BEGIN Stored data

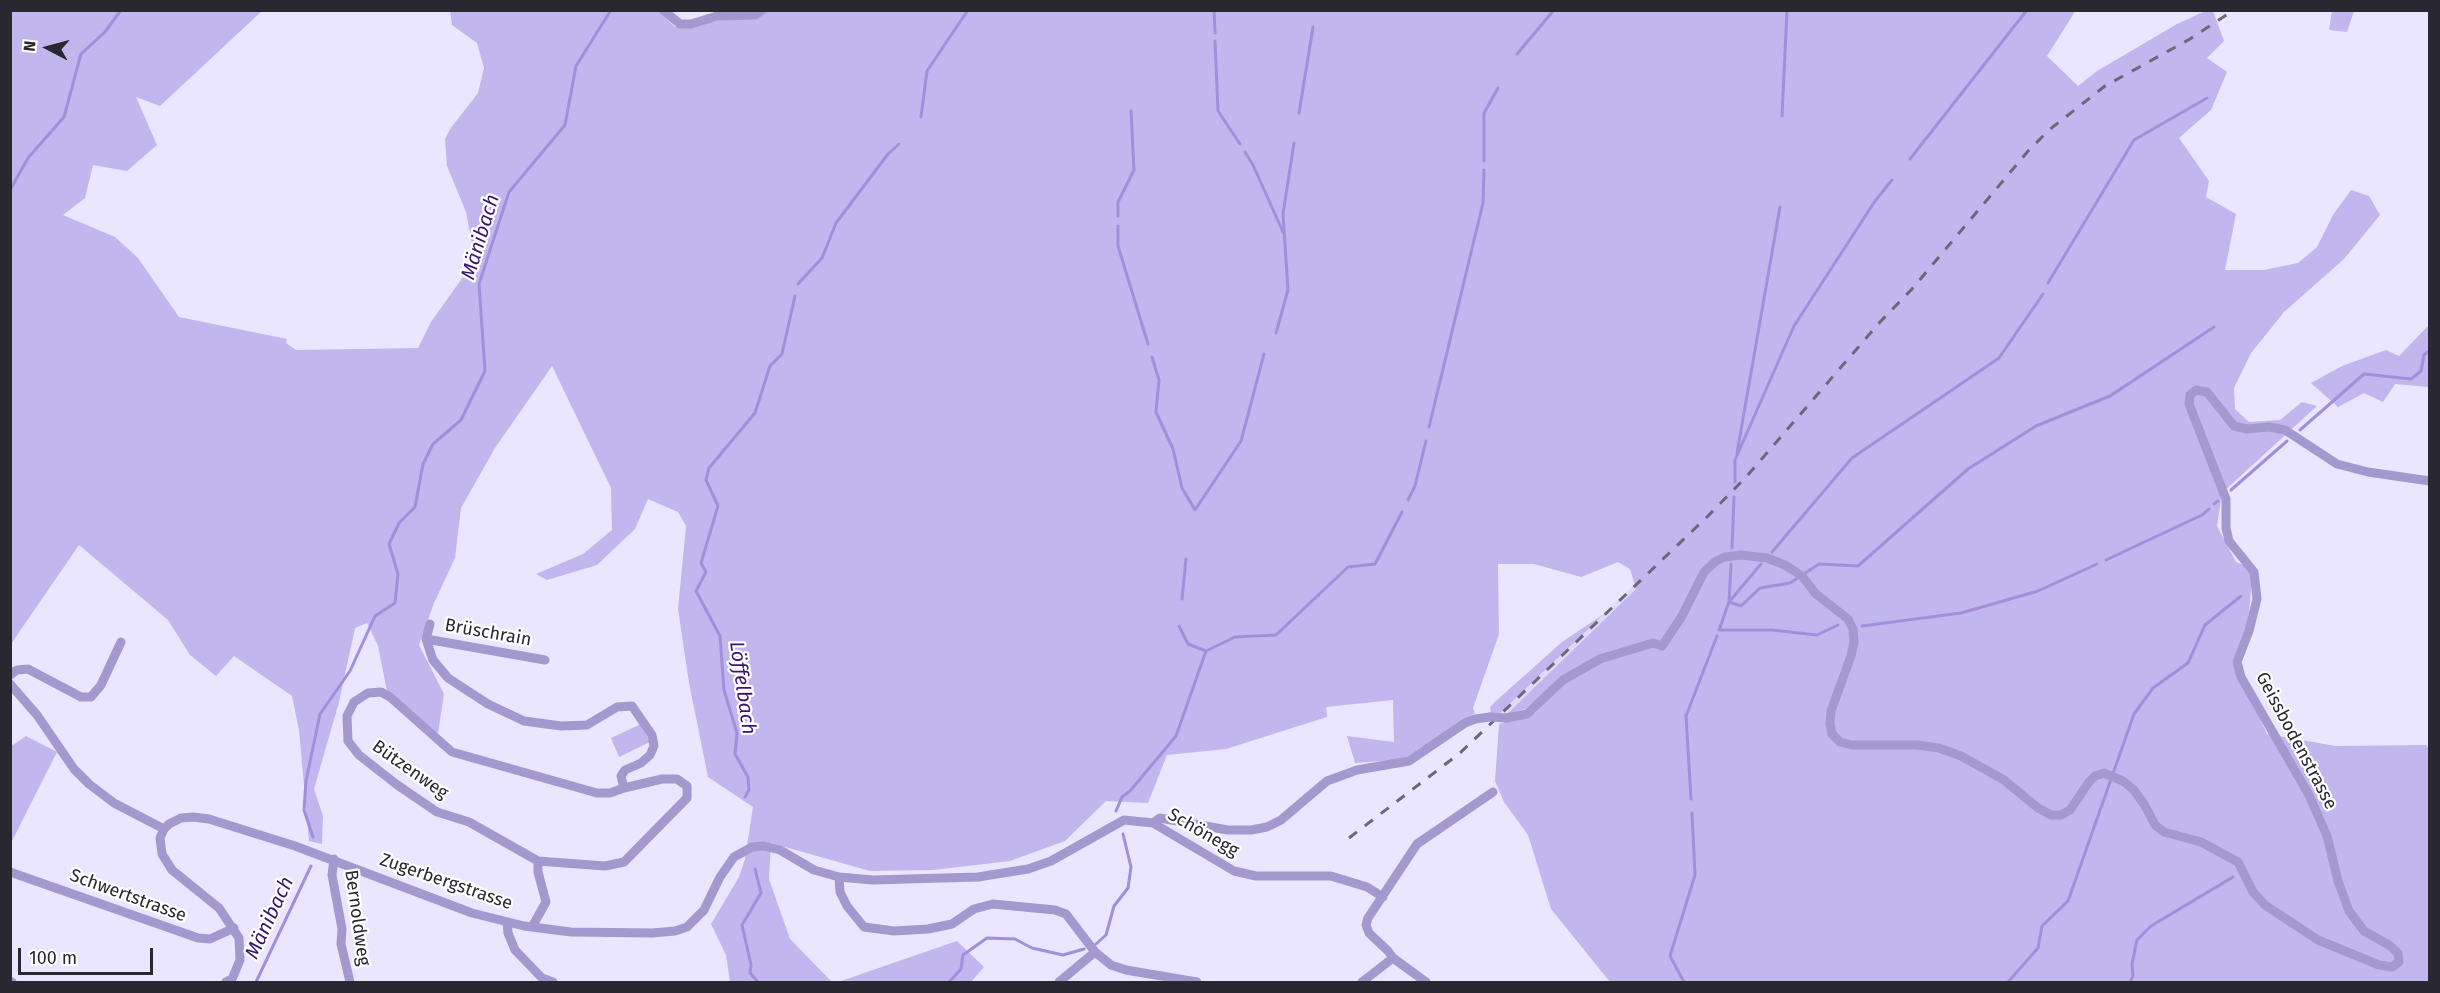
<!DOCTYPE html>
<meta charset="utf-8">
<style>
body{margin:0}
#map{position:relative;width:2440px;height:993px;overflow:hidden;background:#eae6ff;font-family:"Fira Sans",sans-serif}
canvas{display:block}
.frame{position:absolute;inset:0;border:12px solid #292730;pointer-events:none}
.north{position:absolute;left:18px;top:18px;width:60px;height:60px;-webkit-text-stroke:4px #fff;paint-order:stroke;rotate:276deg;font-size:16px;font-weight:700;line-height:24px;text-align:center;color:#292730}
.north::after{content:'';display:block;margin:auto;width:21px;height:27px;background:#292730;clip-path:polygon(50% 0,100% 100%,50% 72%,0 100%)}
.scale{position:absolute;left:18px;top:948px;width:135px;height:27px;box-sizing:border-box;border:3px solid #292730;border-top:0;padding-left:8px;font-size:18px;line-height:21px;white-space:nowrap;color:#292730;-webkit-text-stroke:4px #fff;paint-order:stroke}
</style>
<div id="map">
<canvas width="2440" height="993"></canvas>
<div class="frame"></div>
<div class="north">N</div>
<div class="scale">100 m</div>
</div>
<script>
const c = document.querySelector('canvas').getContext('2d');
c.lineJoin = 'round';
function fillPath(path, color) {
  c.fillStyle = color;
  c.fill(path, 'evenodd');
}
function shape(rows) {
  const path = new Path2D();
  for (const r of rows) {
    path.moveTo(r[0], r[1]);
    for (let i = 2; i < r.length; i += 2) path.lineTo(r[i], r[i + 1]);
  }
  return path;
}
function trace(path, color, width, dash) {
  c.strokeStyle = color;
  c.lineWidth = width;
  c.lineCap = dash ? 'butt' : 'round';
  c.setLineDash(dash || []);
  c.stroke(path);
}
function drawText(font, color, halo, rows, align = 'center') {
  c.font = font + ' "Fira Sans",sans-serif';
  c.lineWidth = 4.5;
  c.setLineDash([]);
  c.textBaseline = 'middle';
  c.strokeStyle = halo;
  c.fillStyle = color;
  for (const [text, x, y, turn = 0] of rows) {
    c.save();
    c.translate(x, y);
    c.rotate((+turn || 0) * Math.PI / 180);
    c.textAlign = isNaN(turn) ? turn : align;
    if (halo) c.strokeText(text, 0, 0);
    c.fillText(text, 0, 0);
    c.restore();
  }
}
fillPath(shape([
 [1635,584,1636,589,1507,714,1499,714]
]), '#e0dafa');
fillPath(shape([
 [766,10,2076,10,2047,56,2078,86,2097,71,2177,24,2205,11,2213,11,2224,41,2207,58,2227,72,2211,110,2179,138,2209,181,2206,197,2236,214,2225,270,2264,270,2298,263,2317,247,2333,215,2351,190,2369,196,2380,215,2344,259,2284,312,2251,353,2234,388,2235,409,2249,422,2280,420,2302,402,2317,406,2222,493,2217,526,2236,562,2253,569,2245,655,2235,662,2267,734,2336,746,2426,745,2430,750,2429,982,1610,982,1551,909,1528,835,1504,802,1495,781,1499,724,1535,713,1558,686,1613,652,1555,684,1525,709,1507,714,1636,589,1630,569,1618,562,1581,577,1534,564,1498,564,1499,634,1473,708,1475,713,1408,756,1397,760,1355,763,1347,736,1394,742,1393,700,1326,707,1327,717,1226,749,1167,755,1148,803,1106,801,1065,841,1010,861,933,870,870,871,771,843,769,879,790,939,832,982,730,982,726,955,711,924,739,877,745,859,753,807,708,777,689,683,678,609,686,526,678,512,648,499,635,529,597,565,547,580,536,574,583,554,612,530,611,488,552,366,495,448,461,508,455,558,434,603,419,645,444,694,438,733,416,724,387,691,378,646,367,623,355,628,339,702,314,789,323,816,322,844,309,841,299,730,292,696,234,656,216,676,190,655,168,620,79,545,11,644,11,11,262,11,160,106,136,97,157,145,127,171,93,165,85,198,63,215,115,237,138,258,179,317,287,339,286,343,296,350,418,348,431,322,475,260,466,212,447,166,445,139,450,129,478,93,484,68,477,43,452,25,450,11,658,11,675,27],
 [2332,11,2354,11,2347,32,2329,30],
 [2429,325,2428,387,2395,384,2383,402,2364,393,2338,407,2311,383,2342,366,2386,350,2399,356],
 [1604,614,1499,714,1491,714,1490,707,1496,701,1562,642],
 [641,724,650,742,619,757,611,738],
 [26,736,57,752,11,843,11,743,13,745],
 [957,941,984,967,971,982,838,982]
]), '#c2b6ee');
trace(shape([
 [1214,10,1215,33],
 [1215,41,1218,111,1240,144],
 [1517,54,1554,10],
 [1299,113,1313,27],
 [1782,116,1787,10],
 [921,117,927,71,968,10],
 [1245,152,1253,165,1283,232],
 [1910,159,2027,10],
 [1484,161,1484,113,1498,88],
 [10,190,28,158,64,117,81,54,105,32,121,10],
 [1118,216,1118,202,1134,170,1131,111],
 [1118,226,1118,246,1148,344],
 [2048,283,2134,140,2207,98],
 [798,284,822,258,836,223,888,154,899,144],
 [1276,333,1288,290,1283,214,1294,143],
 [1152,357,1159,380,1156,412,1173,449,1182,488,1195,510,1241,441,1264,354],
 [1429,427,1483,203,1484,170],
 [2300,430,2364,374,2411,379,2421,371,2424,355,2430,350],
 [1737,453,1780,207],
 [1735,482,1735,460,1794,326,1875,201,1892,180],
 [2231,490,2287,441],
 [1408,500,1415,486,1426,441],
 [2214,504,2218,501],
 [1732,548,1734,497],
 [1772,552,1852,458,1999,358,2043,294],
 [2106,560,2202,515,2209,509],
 [1731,564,1729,602,1719,630,1772,630,1817,635,1838,625],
 [1761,564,1729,602,1741,606,1760,588,1790,583,1819,564,1858,566,1968,469,2036,426,2110,396,2214,327],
 [1182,599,1186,559],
 [1862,626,1961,613,2038,591,2097,564],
 [1206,651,1235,637,1276,635,1348,567,1375,564,1402,512],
 [745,797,749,790,748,777,735,754,737,733,724,690,720,636,696,591,706,572,701,563,718,506,706,480,709,468,755,413,770,366,782,354,795,296],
 [1691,799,1686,716,1717,636],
 [1116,811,1122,797,1130,791,1176,736,1206,651,1188,644,1179,626],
 [313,837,304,810,306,781,320,714,350,671,375,616,395,603,398,574,389,544,399,523,415,507,423,464,433,444,461,420,485,371,479,284,509,192,565,125,576,66,611,10],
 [755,869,761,893,742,925,751,965,750,973,758,982],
 [1096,944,1106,935,1114,906,1128,888,1131,867,1123,834],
 [256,982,311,866],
 [949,982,961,969,963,955,987,938,1015,939,1032,948,1063,955,1084,949],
 [1684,982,1670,956,1695,875,1692,813],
 [2008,982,2038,948,2042,926,2068,901,2134,714,2153,688,2188,663,2205,625,2241,596],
 [2130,982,2133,976,2132,964,2137,940,2151,926,2233,877]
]), '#a18fdc', 3);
trace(shape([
 [663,10,680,24,691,24,717,16,755,15,762,10],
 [430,624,426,639,433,660,448,678,488,704,524,721,561,726,587,725,617,707,632,706,652,735,654,746,650,755,641,763,625,770,621,776,624,788,662,779,677,779,687,786,687,798,624,862,605,866,538,861,469,822,437,812,396,784,359,755,348,741,347,716,354,702,368,693,381,692,390,697,452,752,597,793,610,793,624,788],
 [426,639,545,660],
 [10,675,17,670,28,669,81,697,91,697,101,685,121,642],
 [10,684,37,715,74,769,89,784,114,803,164,829],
 [1506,718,1527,714,1563,680,1600,659,1653,643,1662,646,1682,616,1704,572,1716,561,1725,557,1741,555,1767,558,1785,565,1802,576,1816,594,1848,619,1853,629,1854,642,1851,656,1831,711,1830,724,1832,734,1840,742,1852,745,1917,745,1939,748,1961,756,2004,780,2038,808,2051,815,2061,815,2070,810,2089,782,2095,776,2104,773,2123,781,2133,789,2144,804,2155,825,2164,832,2201,842,2238,862,2253,892,2265,905,2318,940,2379,965,2392,967,2399,962,2398,953,2389,945,2364,931,2349,911,2338,881,2327,836,2309,795,2241,677,2237,662,2249,631,2257,599,2254,572,2229,541,2226,528,2226,499,2189,404,2190,395,2196,390,2207,392,2234,426,2247,429,2269,427,2285,430,2337,464,2368,472,2430,481],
 [1153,823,1160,818,1228,830,1251,830,1267,827,1281,820,1327,781,1357,770,1409,761,1465,723,1475,719,1490,717],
 [334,859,332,875,342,929,341,944,350,982],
 [10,872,198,938,210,939,234,928],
 [839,877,840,892,847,906,864,927,894,931,928,929,952,924,974,909,993,904,1055,910,1066,914,1095,952,1111,965,1126,970,1197,982],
 [507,922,508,933,515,950,542,978,553,982],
 [532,927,546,902,538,872,538,861],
 [1393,958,1426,982],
 [10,982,12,982],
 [226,982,232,979,240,960,239,938,219,908,172,870,162,854,160,838,164,829,169,824,181,818,193,817,209,819,295,846,472,913,524,926,571,932,652,933,675,931,687,927,704,910,720,877,734,857,752,847,764,846,780,850,814,870,839,877,873,880,978,877,1028,869,1051,861,1124,820,1153,823,1234,871,1256,876,1331,876,1367,887,1383,897],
 [1059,982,1095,952],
 [1362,982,1393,958,1388,951,1369,933,1366,925,1368,918,1417,844,1493,792]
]), '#a499ce', 9);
trace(shape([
 [1349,838,1460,753,1708,516,1747,476,1880,322,1912,289,2029,150,2049,130,2105,86,2190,39,2234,10]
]), '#6b6877', 3, [10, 10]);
trace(shape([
 [1490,717,1506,718]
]), '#a499ce', 9);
drawText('18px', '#292730', '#fff', [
 ["Brüschrain",488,633,10],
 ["Geissbodenstrasse",2296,741,62],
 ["Bützenweg",410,770,35],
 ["Schönegg",1203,833,30],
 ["Zugerbergstrasse",446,882,19],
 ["Schwertstrasse",128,896,20],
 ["Bernoldweg",357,918,82]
]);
drawText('italic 20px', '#38146f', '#fff', [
 ["Mänibach",481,237,-73],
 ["Löffelbach",742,688,82],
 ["Mänibach",270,918,-65]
]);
</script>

END Stored data

■ **Prompt**: Using the data above, repeat exactly the lines that begin at the line with "function drawText(font, color, halo, rows, align" and end at the line with "[1635,584,1636,589,1507,714,1499,714]", both ends included.

■ **Output of the exercise**:
function drawText(font, color, halo, rows, align = 'center') {
  c.font = font + ' "Fira Sans",sans-serif';
  c.lineWidth = 4.5;
  c.setLineDash([]);
  c.textBaseline = 'middle';
  c.strokeStyle = halo;
  c.fillStyle = color;
  for (const [text, x, y, turn = 0] of rows) {
    c.save();
    c.translate(x, y);
    c.rotate((+turn || 0) * Math.PI / 180);
    c.textAlign = isNaN(turn) ? turn : align;
    if (halo) c.strokeText(text, 0, 0);
    c.fillText(text, 0, 0);
    c.restore();
  }
}
fillPath(shape([
 [1635,584,1636,589,1507,714,1499,714]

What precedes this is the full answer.